The presence of genetic variations in the editing window in different populations might result in the generation of unintended bystander mutations depending on the sequence context, the deaminase, and other prerequisites for optimized base editing.
“The key is to find a site in the gene that is generalizable in the population and does not have a lot of genetic variation,” specifies Kathiresan, who is applying base editing primarily to inactivate genes by introducing stop codons. For other base editing strategies, it might be more difficult to dictate the genomic sequence around the target base.
Frontier research on base editing is focusing on developing different types of base editors with specific and often diametrically opposite attributes. “Some base editors are focused on being as precise and pure as possible, where you just want to change a single nucleotide of interest without having any effects elsewhere,” Harbottle states. “These are tailored for clinical applications downstream. [But some laboratories] are harnessing the system to generate a hyperactive base editor that allows trait diversification that help in developing, for instance, in vitro drug discovery platforms.”

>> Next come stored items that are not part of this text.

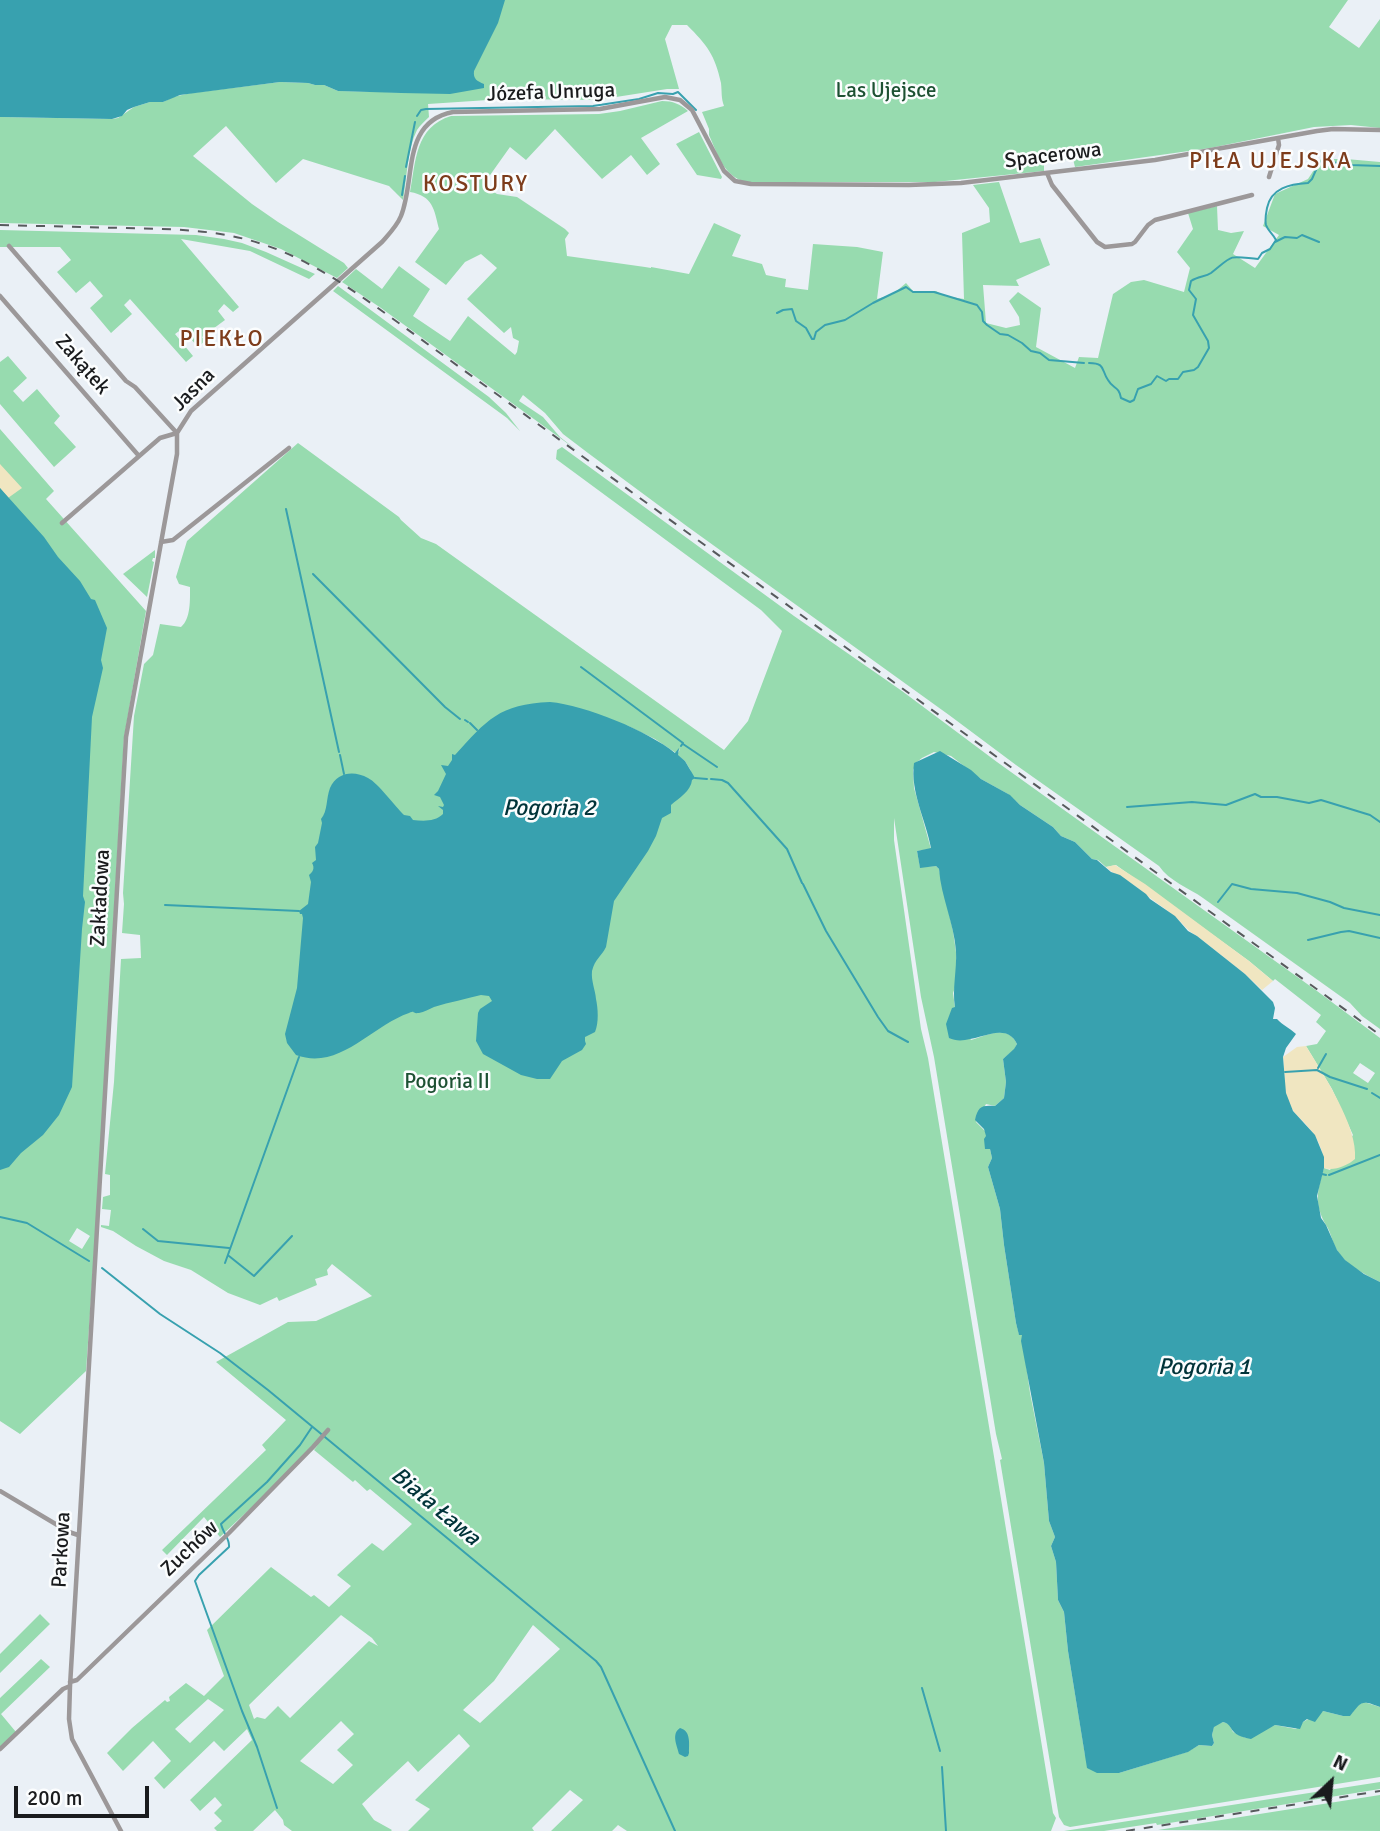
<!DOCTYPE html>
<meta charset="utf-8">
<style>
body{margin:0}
#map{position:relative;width:1380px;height:1831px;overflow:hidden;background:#eaf0f6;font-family:Signika,sans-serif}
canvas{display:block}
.north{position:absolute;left:1296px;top:1747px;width:70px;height:70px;-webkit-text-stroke:5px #fbfdfe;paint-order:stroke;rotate:26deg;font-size:19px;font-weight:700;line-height:28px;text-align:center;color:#191b1d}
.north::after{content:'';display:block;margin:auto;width:24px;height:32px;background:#191b1d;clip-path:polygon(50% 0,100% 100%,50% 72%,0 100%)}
.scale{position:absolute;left:14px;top:1786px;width:135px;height:32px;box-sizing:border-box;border:4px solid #191b1d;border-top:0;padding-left:9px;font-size:21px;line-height:24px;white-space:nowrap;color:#191b1d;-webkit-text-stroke:5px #fbfdfe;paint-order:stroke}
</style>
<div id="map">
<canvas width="1380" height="1831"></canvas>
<div class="north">N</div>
<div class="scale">200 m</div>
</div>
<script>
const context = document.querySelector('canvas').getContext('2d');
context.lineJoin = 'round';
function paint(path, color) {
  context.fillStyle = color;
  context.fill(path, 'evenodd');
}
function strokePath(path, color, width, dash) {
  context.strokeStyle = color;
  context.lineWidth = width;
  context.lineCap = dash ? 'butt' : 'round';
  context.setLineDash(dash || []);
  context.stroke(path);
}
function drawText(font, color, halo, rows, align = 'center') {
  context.font = font + ' Signika,sans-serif';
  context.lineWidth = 5;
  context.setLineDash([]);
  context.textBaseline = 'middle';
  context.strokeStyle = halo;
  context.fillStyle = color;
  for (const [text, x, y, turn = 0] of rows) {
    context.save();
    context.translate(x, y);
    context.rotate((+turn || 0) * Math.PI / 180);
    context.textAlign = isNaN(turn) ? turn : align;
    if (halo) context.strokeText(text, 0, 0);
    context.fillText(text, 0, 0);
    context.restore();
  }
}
const green = new Path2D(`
 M493,0H1348L1329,27L1359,48L1380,19V128L1351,125L1314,127L1210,148L1075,167L1073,159L1060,161L1059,156L1044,157V171L935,182H745C723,175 718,155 709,135V129L702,112L724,106C721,98 722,92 721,83C715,55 707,45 687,25H672L665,39L679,89H667L597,100L503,99L428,104L429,117C425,121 420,125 417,130C407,150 407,178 403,200L389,186L303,159L276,183L226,126L193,156L252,204L278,222L344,263L348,268L337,278L281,249L234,233L184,227L0,223V117L112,119L118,118L134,107L150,102H163L173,97L191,93L240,87L280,82L308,83L315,85H324L338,91L429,93Z
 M662,101C673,101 680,104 688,111L641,138L660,164L647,175L631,155L602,179L555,129L526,160L510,147L483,185L497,194L517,197L565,229L569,233L565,239L567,256L645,267L651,268V267L689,274L714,223L741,235L732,256L762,264L766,275L786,279L785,287L808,290L813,244L857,247L883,252L877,299L893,294L906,283L913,291H936L945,296L964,299L962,233L990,222L989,208L973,185L999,182L1020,243L1040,238L1050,265L1016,280L1019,286L983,285L986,323L1006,328L1020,325L1019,317L1009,301L1018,292L1041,308L1036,347L1075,368L1079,357L1098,358L1113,294L1131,282L1144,280L1184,292L1190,268L1177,252L1193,229L1188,213L1217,206L1218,230L1231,233L1244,231L1233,254L1255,268L1279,235L1263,226L1275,194L1308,179L1321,159H1346L1380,162V1029L1362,1016L1350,1003C1301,968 1252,933 1203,898C1189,888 1169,881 1159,866L1016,765L949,715L688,527L588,453L563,434L545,413L523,395L519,401L543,417L560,437L578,451L381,308L342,282L356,269L382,289L399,266L430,289L413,316L450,341L468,316L515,355L517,352L519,341L513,338L511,327L504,333L467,299L497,268L481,254L465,262L446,285L415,262L439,229C434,209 433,196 410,192C416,161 415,127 451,116L599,114L620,111Z
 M699,132L722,177L721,179L697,175L676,144Z
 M0,230L196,235L224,239L242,243L266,252L315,274L309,279L250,251L181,239L239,307L233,312L224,304L218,311L225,320L202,337L205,341L198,347L182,329L175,334L193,356L186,362L130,299L124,305L132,314L111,333L90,308L103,296L90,281L76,293L57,272L71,260L60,247H0Z
 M338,286L489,397L506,413L520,431L507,418L333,291Z
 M8,356L27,378L13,391L23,402L37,389L60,416L54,423L76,447L54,467L0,404V362Z
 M0,429L54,491L46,499L146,611L124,738L96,1227L86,1371L20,1434L0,1421ZM77,1228L90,1236L82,1249L69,1241Z
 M298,443L399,517L401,520L421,538L436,544L724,750L748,721L782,631L761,610L556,459L557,450L562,447L794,616L902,691L997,762L1317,991L1380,1038V1282C1365,1274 1346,1266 1337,1250C1332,1242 1331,1232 1326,1225C1314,1204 1317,1191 1324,1168L1330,1170L1353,1135L1332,1089L1306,1046L1317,1044L1326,1031L1316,1022L1321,1015L1275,979L1273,981L1249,961L1116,865L1106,867L1098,860L1092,859L1075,842L1061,836L1053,827L1020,805L1008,794L981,779L951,756L934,752L922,758L917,762L913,770L914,788L931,849L917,851L920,867L936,866L939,869L953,931L956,952V985L953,993L955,1007L971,1040C987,1035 1008,1024 1017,1044L1014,1050L1003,1059L1006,1082L1004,1098L995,1106L986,1104L976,1122L986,1132V1149H990L992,1158L988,1167L1000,1209L1004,1245L1016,1323L1019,1334L1022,1335L1030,1393L1044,1463L1049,1521L1055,1537L1051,1546L1056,1562L1058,1600L1064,1612L1068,1651L1085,1755L1119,1773L1187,1752L1199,1745L1212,1746L1214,1743L1212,1735L1214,1726L1223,1722L1229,1724L1233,1732L1246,1738L1275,1725L1296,1729L1303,1722L1323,1711L1343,1716L1352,1713L1356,1706L1364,1702L1380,1707V1777L1070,1827L1064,1825L1059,1817L1000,1460L1002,1459L996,1434L934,1057L921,997L894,818V840L921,1029L928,1058L1053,1813L1056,1818L1051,1831H627L618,1825L612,1831H551L583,1800L570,1790L532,1828L534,1831H408L430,1809L415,1800L470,1746L459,1734L418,1772L408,1761L362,1804L374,1820L392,1830L391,1831H292L284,1825L283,1820L275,1810L253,1831H217L214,1828L222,1821L214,1813L222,1805L215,1797L200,1811L190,1800L252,1740L247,1729L224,1751L214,1741L164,1789L154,1778L171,1761L153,1741L123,1771L107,1753L132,1728L165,1700L167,1702L170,1701L169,1697L186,1683L204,1696L224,1676L207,1630L271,1567L311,1597L314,1595L329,1607L351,1586L337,1575L372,1543L383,1551L412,1524L370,1489L367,1491L355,1480L353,1482L314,1450L318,1445L220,1537L204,1517L167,1555L162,1550L266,1450L262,1445L286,1420L216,1362L288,1322L316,1321L372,1296L332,1264L327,1270L328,1275L315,1279L317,1285L279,1301L277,1297L260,1305L228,1293L191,1270L164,1261L136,1246L113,1231L101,1227V1225L109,1226L111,1210L102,1209L103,1197L110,1195V1175L105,1174L114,1082L121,959L141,958L140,935L122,933L124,904L123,893L134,716L144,664L153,655L160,624L181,627C191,619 190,599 190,587L179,584L176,577L187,541ZM626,725L655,739L676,753L680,749L677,755L685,761L691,771ZM1360,1063L1375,1073L1368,1083L1353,1073ZM341,1615L372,1638L378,1646L369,1641L290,1718L278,1706L265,1719L257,1717L254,1719L249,1705ZM533,1625L560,1649L480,1723L463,1710L494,1681ZM208,1699L224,1710L190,1743L175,1729ZM341,1721L354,1734L337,1750L353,1765L333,1784L300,1761Z
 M155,550V558H153L152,561L154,562L147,597L123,574Z
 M40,1614L50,1624L0,1673V1654Z
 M41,1659L50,1667L1,1714L16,1732L0,1747V1698Z
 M1380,1782V1789L1157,1825L1156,1823L1104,1831H1064Z
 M1380,1795V1831L1158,1830Z`);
const sand = new Path2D(`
 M0,464L22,488L8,498L0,488Z
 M1115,865L1145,884L1249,961L1273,981L1262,990L1245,974L1197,936C1187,931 1183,923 1175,917C1165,908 1153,901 1144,893C1133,882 1116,877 1106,867Z
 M1306,1046C1323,1074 1358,1126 1355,1159C1347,1166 1334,1171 1324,1168C1324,1153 1319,1139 1308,1127C1301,1118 1292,1113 1288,1101C1283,1087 1285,1071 1283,1057L1297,1047Z`);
const water = new Path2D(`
 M0,0H505L498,23L474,71C473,79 477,81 484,84V88L450,94L401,93L338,91L324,85H315L308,83L280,82L180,95L163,102H150L134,107L127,110L122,116L112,119L0,117Z
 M0,488L44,537L58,557L80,581L91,599L95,600L107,628L101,660L103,668L92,717L83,896L85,902L82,929L72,1087L59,1115L43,1135L21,1153L9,1167L0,1170Z
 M550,702C585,705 648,731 675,753L679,748L678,755L685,761L695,778L692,780C691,791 679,798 671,805V813L662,818L656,836L648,851L614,901L606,947C601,957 595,959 592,971C591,981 595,989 596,999C598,1008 599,1023 595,1032L585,1037V1041L586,1044L582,1050L562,1061L550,1079H537L521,1075L483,1054L476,1041L478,1013L480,1009L492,1001L489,996L481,995C466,999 450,1002 434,1007C429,1009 424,1012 419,1013C410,1014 417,1010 409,1013C371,1026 340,1071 296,1055L287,1043L285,1034L297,988L303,918L302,914H300L299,911L308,904L311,882L309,875C313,872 315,868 312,863L316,860L315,847L318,843L322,823L321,819C328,811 326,798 330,788C337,772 354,770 368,778C378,783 394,805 404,815L410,816L413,820C423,821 435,822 443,814V810L438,806L443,807L444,805L440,797L434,795L438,791L446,774L441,765L448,766L452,760V754L455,755C487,720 499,704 550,702Z
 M940,751L971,770L981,779L1010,795L1020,805L1053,827L1061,836L1075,842L1092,859L1097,860L1111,872L1120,875L1146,894L1150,899L1175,916L1188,931L1197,936L1245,974L1273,1002L1275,1008L1273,1019H1277C1282,1025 1290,1028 1296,1034L1286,1048L1283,1057L1286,1093L1293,1111L1315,1135L1324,1157V1168L1317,1196L1321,1218L1326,1225L1337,1250L1345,1260L1364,1274L1380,1282V1707C1361,1700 1362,1701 1350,1716H1343L1323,1711L1315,1722L1307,1719L1303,1722L1300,1729L1275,1725L1251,1739C1245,1738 1237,1736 1233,1731C1229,1726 1230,1724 1223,1722L1214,1727L1212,1735L1214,1743L1212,1746L1199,1745L1188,1752L1119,1773H1097L1087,1768L1068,1651L1064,1612L1058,1600L1056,1562L1051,1546L1055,1537L1049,1521L1044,1463L1021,1341L1022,1335H1019L1016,1323L1004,1245L1000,1209L988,1167L992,1158L990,1149H985L984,1139L986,1136L984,1129L975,1120C978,1106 982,1105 995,1106L1004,1098L1006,1082L1003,1059L1014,1049L1017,1044C1004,1017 971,1049 949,1038L946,1024L952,1008L955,1007C952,989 957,970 956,951C954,923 941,897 939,869L936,866L920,868L917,851L931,848C926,820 910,792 914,763Z
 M680,1728C691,1731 689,1743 689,1753L688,1756L685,1757L679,1754C677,1745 671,1734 680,1728Z`);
const stream = new Path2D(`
 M417,116L421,110L426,109L593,106L639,99L658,93L673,94L678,92L696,110
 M406,167L415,122
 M402,195L405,176
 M1275,242L1285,237L1297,238L1302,235L1319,242
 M777,313L783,310L792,309L796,321L806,328L812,339H814L816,332L825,325L845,320L873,303L906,287L913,292H934L977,305L982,312L983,321L987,325L1000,334L1008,335L1022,343L1031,351L1040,353L1049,360L1084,363
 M1089,363C1106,363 1101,370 1108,380C1113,389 1119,386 1121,398L1130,402L1134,400L1138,389L1151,384L1157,376L1166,381L1169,379H1178L1183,372L1194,370L1198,367L1209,348L1208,341L1193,315L1196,299L1189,290L1191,281C1198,276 1205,277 1211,273C1235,254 1227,256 1258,259L1262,253L1270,249L1276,240C1273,234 1268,231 1266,225C1265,221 1266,213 1267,208C1271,188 1290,184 1308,183L1312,179L1319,163L1324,161L1351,165L1380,166
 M286,509L339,752
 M313,574L445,707L460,719
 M581,667L683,743L681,746
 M465,720L468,722
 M470,723L477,730
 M683,744L717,767
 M340,755L344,774
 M695,778L707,779
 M711,779L722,780L728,783L787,849L802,883
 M1127,807L1192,802L1226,805L1255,794L1261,797H1277L1309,803L1321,800L1370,815L1380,822
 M803,884L826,931L878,1017L888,1031L908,1042
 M1218,902L1232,884L1251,889L1297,893L1330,902L1344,908L1380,915
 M165,905L299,911
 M1308,940L1341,932L1349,931L1380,938
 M1318,1068L1326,1054
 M1285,1072L1317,1070L1330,1077L1367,1089
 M1372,1093L1380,1098
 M1322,1174L1326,1175
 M1329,1175L1380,1155
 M0,1217L27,1223L89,1261
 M143,1229L158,1241L229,1248
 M229,1256L254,1276L292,1236
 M225,1263L299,1057
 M102,1268L160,1314L220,1353L268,1390L596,1661L601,1667L675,1831
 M922,1688L940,1751
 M942,1767L946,1831
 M277,1808L257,1747L242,1711L195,1581L199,1575L229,1547C230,1539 223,1533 221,1524L267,1482L300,1445L312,1427`);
const minor = new Path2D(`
 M1047,173L1052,185L1097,242L1105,247L1132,244L1135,242L1148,225L1155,220L1252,195
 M1269,177L1279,145L1278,138
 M9,246L126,381L135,387L176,432
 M0,296L139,456
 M62,523L160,438L177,433L191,411L382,242C389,234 397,226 401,216C416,179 401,122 453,112L600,109L665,97L680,100L692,110L724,171L735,181L751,184L909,185L961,183L1155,160L1317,131L1333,129L1380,130
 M161,542L173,540L289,448
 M0,1491L69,1532L78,1535
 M70,1682L77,1680L229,1533L313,1447L328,1430
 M0,1749L63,1689L70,1686
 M121,1831L72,1739L69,1719L70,1686L126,737L177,454V433`);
const rail = new Path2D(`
 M0,225C41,226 82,227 123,228C171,229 219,229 265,245C310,260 350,288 389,316L1380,1035
 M1126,1831L1380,1791`);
const parkNames = [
 ["Las Ujejsce",886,91],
 ["Pogoria II",447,1082]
];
const streetNames = [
 ["Józefa Unruga",551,93,-2],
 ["Spacerowa",1053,156,-7],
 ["Zakątek",82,365,49],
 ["Jasna",194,390,-45],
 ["Zakładowa",101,898,-87],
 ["Zuchów",190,1549,-44],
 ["Parkowa",62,1550,-87]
];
const neighbourhoodNames = [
 ["PIŁA UJEJSKA",1271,162],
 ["KOSTURY",476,185],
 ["PIEKŁO",222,340]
];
const waterNames = [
 ["Pogoria 2",549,809],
 ["Pogoria 1",1204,1368],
 ["Biała Ława",435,1507,40]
];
paint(green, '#97dbaf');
paint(sand, '#f0e6c1');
paint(water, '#38a1af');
strokePath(stream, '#38a1af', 2);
strokePath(minor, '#9c9899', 4.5);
strokePath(rail, '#575a5d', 2, [9, 9]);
drawText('21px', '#1d5133', '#fbfdfe', parkNames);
drawText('21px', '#191b1d', '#fbfdfe', streetNames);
context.letterSpacing = '2px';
drawText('23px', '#7d3c1b', '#fbfdfe', neighbourhoodNames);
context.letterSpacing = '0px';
drawText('italic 23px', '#003339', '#fbfdfe', waterNames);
</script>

Additions to the genome editing toolbox include increasingly refined tools. The latest of these is prime editing, which was developed in Liu’s group by Andrew Anzalone, MD, PhD, and first published in Nature in 2019. Using a prime editing guide RNA (which identifies the target site) and a catalytically inactive Cas9 fused to reverse transcriptase, prime editing can introduce small insertions and deletions in addition to a full repertoire of single-base changes. Liu founded a new company, Prime Medicine, to develop the technology. It’s still early days, but prime editing could correct disease mutations that other tools in the genome editing toolbox cannot.